== Work item ==
In the entries below, how many lines hold the string "absolute"? Answer with the number only.
--- START ---
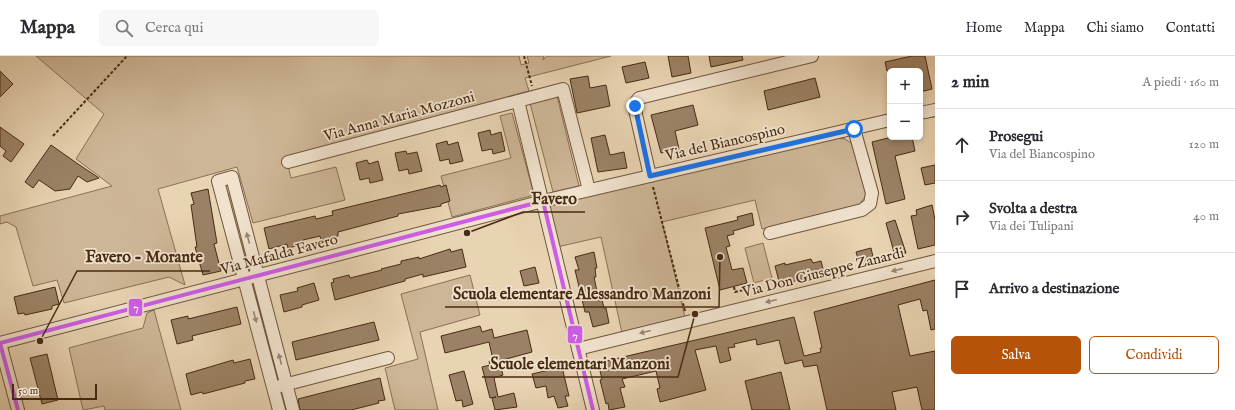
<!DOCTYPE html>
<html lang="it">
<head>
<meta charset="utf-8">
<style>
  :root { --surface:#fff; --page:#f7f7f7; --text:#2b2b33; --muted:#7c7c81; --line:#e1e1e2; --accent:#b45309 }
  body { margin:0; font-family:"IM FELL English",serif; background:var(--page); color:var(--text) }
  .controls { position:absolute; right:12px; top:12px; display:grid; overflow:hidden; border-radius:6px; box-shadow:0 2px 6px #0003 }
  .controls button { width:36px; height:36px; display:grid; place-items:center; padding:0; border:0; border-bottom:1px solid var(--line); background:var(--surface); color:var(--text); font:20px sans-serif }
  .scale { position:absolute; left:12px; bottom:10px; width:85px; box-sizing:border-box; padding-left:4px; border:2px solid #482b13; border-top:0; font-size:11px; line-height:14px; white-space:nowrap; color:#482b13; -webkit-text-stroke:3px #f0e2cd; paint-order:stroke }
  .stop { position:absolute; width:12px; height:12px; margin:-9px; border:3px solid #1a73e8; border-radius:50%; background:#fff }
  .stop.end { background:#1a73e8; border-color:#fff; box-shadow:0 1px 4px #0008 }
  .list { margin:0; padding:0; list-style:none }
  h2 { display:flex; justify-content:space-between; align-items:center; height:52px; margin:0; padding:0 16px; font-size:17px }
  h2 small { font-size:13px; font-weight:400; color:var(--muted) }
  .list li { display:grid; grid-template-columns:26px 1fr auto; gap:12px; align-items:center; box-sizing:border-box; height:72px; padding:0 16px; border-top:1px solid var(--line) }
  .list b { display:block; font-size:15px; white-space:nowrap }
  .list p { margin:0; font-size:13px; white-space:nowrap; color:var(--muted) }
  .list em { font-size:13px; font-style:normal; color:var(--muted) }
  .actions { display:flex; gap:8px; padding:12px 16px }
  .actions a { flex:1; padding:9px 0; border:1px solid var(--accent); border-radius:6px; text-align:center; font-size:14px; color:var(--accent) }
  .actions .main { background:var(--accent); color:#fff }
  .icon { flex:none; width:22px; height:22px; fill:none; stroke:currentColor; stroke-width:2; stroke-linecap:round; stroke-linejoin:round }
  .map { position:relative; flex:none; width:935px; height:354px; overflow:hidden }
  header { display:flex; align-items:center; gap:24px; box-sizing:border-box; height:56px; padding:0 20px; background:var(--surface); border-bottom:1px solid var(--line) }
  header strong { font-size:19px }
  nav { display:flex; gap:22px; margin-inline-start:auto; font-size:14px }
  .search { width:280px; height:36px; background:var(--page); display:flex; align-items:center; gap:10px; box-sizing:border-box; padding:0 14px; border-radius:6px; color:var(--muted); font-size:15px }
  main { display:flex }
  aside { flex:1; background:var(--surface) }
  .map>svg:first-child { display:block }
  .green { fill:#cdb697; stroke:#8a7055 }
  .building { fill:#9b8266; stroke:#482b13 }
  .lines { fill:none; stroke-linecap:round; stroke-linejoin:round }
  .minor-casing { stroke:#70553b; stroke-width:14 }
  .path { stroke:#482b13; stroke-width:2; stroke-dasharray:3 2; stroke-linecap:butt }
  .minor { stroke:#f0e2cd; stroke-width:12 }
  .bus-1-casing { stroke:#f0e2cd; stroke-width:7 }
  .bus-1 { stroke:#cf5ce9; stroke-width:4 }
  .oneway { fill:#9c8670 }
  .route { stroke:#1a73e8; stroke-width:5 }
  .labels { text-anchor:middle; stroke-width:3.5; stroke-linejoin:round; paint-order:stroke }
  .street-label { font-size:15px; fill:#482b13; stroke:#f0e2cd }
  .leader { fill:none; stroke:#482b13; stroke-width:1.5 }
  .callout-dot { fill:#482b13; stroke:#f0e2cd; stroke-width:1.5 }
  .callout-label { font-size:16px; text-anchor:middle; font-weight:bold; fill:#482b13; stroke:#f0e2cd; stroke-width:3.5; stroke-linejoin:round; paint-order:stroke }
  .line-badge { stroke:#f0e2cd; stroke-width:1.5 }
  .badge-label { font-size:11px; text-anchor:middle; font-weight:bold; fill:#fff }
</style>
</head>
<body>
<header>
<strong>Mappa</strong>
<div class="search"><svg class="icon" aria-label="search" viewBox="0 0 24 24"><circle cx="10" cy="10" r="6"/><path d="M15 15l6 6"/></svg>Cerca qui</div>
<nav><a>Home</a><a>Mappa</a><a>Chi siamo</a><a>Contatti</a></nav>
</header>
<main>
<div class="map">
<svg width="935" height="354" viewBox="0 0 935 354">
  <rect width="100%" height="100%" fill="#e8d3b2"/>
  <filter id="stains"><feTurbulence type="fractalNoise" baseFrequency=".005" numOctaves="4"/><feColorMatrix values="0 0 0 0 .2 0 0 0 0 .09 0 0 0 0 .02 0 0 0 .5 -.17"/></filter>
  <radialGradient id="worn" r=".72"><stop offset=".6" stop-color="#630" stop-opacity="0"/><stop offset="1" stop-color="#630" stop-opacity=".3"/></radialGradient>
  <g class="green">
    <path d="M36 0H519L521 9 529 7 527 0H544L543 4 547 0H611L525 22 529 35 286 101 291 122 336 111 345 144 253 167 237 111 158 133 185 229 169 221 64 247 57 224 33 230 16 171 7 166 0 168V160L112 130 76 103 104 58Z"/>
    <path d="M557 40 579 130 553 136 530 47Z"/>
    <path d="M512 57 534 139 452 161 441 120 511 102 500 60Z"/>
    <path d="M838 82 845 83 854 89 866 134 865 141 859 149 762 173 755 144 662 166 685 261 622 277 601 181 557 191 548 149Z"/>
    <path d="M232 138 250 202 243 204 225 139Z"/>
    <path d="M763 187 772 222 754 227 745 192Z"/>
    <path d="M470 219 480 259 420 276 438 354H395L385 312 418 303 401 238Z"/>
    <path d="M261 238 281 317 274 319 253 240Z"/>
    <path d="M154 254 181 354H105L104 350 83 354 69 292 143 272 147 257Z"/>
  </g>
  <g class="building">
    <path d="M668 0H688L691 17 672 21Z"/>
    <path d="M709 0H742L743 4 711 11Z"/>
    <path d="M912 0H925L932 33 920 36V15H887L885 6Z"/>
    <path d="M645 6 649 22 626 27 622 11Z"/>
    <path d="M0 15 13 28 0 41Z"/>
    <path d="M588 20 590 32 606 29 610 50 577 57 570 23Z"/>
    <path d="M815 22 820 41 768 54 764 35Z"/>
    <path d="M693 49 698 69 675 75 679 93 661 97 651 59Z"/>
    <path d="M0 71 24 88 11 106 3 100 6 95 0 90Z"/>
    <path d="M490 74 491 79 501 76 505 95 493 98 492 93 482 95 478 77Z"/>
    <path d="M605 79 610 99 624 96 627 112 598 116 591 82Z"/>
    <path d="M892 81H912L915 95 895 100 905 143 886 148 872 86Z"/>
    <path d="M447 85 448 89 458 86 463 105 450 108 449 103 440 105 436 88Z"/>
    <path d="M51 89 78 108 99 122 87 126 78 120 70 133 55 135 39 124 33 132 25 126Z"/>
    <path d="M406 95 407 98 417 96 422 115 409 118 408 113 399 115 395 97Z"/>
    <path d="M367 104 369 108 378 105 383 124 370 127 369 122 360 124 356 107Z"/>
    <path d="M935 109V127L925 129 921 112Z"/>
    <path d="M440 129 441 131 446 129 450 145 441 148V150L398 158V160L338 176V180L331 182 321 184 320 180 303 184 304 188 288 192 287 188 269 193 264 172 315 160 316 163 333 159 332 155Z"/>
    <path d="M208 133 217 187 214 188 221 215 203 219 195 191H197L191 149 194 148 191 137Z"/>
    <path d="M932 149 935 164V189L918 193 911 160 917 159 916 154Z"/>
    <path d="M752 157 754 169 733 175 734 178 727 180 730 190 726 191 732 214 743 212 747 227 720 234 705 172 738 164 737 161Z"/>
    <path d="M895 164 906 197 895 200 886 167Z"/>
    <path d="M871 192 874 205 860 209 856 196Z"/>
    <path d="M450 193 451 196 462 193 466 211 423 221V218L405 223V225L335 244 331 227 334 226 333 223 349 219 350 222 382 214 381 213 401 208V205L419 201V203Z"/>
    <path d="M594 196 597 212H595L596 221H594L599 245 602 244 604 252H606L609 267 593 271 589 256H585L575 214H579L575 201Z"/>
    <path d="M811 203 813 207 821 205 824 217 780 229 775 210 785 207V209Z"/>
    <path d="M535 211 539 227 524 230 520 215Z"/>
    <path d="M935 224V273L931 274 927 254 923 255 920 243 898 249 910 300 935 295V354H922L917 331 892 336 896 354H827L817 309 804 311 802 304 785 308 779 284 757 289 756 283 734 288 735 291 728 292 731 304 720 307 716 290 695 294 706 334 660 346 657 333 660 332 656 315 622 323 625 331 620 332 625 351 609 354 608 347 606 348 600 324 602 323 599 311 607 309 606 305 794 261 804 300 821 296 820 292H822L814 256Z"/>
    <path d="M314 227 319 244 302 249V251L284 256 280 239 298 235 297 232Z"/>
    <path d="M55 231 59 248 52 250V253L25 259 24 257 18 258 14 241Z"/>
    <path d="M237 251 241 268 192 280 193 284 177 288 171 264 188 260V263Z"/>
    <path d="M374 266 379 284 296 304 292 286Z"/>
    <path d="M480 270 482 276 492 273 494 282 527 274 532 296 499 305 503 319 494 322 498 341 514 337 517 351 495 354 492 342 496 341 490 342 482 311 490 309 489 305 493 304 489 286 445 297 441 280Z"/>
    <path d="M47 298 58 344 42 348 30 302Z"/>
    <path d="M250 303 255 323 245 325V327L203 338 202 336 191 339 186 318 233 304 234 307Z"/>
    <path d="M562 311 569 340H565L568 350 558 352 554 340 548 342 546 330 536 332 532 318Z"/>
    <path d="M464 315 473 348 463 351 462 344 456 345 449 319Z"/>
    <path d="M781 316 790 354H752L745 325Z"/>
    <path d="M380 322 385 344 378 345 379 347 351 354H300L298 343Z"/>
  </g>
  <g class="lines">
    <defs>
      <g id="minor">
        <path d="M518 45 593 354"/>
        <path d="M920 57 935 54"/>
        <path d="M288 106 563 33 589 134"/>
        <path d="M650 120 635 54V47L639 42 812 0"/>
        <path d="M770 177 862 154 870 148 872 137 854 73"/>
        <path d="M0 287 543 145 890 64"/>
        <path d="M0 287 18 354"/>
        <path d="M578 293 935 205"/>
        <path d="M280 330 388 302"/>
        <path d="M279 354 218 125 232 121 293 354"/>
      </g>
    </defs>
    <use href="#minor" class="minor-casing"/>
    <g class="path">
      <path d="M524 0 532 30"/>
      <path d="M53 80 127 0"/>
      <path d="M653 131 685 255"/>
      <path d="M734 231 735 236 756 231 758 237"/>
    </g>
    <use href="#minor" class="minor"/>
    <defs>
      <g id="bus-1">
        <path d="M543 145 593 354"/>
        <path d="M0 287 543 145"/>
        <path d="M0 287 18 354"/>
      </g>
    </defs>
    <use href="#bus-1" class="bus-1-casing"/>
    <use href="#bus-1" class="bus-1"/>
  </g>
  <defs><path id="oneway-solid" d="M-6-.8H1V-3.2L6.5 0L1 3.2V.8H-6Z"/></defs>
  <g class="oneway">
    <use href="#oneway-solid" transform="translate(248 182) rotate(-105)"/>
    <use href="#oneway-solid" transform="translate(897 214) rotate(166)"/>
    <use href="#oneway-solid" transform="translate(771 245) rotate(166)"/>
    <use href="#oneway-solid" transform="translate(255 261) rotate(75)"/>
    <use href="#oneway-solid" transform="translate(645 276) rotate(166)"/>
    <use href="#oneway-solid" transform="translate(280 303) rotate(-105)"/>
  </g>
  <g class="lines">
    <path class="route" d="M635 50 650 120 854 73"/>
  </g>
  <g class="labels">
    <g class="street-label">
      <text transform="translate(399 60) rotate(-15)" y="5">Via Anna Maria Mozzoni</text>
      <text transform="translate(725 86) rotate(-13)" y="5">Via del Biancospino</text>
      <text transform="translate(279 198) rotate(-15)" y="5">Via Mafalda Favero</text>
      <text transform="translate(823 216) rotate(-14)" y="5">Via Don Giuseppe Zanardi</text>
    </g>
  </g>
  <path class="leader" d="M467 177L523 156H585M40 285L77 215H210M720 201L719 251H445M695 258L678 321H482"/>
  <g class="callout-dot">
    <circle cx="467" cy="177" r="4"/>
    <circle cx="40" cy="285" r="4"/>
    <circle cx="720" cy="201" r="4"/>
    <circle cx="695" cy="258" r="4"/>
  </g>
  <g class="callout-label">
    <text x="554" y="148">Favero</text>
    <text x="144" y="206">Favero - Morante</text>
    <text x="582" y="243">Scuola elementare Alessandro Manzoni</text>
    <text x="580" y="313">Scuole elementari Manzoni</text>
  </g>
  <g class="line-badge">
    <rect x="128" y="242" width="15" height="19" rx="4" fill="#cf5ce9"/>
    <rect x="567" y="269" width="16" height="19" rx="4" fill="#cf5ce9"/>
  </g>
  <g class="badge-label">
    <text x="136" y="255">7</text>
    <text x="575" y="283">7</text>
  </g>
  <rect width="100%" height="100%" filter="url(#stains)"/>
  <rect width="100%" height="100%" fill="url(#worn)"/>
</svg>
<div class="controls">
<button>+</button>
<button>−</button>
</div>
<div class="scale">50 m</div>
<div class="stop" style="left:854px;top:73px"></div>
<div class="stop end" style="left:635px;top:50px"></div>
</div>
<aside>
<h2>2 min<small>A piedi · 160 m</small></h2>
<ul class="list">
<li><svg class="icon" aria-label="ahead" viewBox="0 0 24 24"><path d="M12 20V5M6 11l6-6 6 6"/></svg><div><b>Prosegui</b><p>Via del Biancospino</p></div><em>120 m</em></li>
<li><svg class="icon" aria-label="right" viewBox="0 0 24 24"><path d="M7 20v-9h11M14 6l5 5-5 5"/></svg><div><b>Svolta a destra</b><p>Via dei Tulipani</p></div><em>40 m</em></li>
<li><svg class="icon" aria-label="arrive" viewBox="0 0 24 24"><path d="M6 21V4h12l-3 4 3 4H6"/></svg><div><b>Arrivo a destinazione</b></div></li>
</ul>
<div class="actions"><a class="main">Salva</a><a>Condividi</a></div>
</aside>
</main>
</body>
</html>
--- END ---
== Exercise response ==
3